Instructions for the task >> Tally up the lines below with "road" in them. Answer with the number only.

++++ Supplied material ++++

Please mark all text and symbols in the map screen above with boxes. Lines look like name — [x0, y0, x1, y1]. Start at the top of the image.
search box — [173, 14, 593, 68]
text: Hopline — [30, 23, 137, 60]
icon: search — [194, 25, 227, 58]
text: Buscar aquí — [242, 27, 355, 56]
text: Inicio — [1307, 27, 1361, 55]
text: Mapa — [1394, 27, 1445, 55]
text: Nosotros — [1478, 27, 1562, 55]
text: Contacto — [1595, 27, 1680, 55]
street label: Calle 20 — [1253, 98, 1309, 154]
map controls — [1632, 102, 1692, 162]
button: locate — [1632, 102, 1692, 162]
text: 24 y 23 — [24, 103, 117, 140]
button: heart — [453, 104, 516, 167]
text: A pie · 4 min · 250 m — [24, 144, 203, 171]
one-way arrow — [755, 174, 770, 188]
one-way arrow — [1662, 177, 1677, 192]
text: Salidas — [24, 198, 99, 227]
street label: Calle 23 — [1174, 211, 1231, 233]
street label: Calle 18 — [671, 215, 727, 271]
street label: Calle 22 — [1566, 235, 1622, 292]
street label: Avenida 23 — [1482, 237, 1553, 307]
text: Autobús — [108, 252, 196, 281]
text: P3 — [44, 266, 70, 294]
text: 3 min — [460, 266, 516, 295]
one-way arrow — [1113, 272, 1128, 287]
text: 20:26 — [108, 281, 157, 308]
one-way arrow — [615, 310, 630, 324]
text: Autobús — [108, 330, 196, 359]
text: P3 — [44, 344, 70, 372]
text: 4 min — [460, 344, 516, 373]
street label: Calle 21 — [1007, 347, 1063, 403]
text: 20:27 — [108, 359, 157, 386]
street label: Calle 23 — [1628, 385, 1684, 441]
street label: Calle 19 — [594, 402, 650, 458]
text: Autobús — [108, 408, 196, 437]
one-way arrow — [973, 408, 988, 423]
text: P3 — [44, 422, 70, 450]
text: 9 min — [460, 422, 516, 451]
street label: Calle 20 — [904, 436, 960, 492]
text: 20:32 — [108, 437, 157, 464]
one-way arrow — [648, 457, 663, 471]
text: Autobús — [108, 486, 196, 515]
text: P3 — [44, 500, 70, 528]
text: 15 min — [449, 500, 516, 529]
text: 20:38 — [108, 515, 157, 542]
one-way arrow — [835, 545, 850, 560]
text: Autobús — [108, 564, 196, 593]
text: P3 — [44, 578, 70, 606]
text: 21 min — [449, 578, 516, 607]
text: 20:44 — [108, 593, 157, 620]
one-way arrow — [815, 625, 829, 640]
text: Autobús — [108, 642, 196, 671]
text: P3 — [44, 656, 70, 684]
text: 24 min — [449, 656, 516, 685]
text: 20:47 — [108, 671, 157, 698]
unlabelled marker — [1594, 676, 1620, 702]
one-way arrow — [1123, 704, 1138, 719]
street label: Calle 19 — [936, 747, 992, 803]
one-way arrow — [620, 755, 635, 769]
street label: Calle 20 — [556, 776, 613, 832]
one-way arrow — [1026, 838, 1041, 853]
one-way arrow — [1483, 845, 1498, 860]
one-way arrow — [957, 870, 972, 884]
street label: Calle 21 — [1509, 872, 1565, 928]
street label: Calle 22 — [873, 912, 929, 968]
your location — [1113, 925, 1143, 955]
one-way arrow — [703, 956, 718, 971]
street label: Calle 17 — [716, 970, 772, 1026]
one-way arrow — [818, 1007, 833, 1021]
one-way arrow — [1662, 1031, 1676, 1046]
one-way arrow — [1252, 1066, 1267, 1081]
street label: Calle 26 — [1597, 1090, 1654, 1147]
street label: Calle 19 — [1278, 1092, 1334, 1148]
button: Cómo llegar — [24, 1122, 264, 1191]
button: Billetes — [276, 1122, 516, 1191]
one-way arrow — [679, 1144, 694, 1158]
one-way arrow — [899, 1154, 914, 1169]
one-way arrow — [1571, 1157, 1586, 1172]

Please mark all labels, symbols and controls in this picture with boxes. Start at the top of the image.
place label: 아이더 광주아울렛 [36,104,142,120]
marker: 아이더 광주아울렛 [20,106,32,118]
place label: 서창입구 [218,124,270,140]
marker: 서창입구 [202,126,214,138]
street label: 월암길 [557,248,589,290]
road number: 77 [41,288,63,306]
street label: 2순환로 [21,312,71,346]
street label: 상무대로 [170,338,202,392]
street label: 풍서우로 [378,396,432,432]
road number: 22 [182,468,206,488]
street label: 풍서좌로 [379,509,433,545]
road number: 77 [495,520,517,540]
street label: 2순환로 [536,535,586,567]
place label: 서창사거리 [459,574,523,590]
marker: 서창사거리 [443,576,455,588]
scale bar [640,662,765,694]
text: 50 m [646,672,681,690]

++++

Response to the task >> 3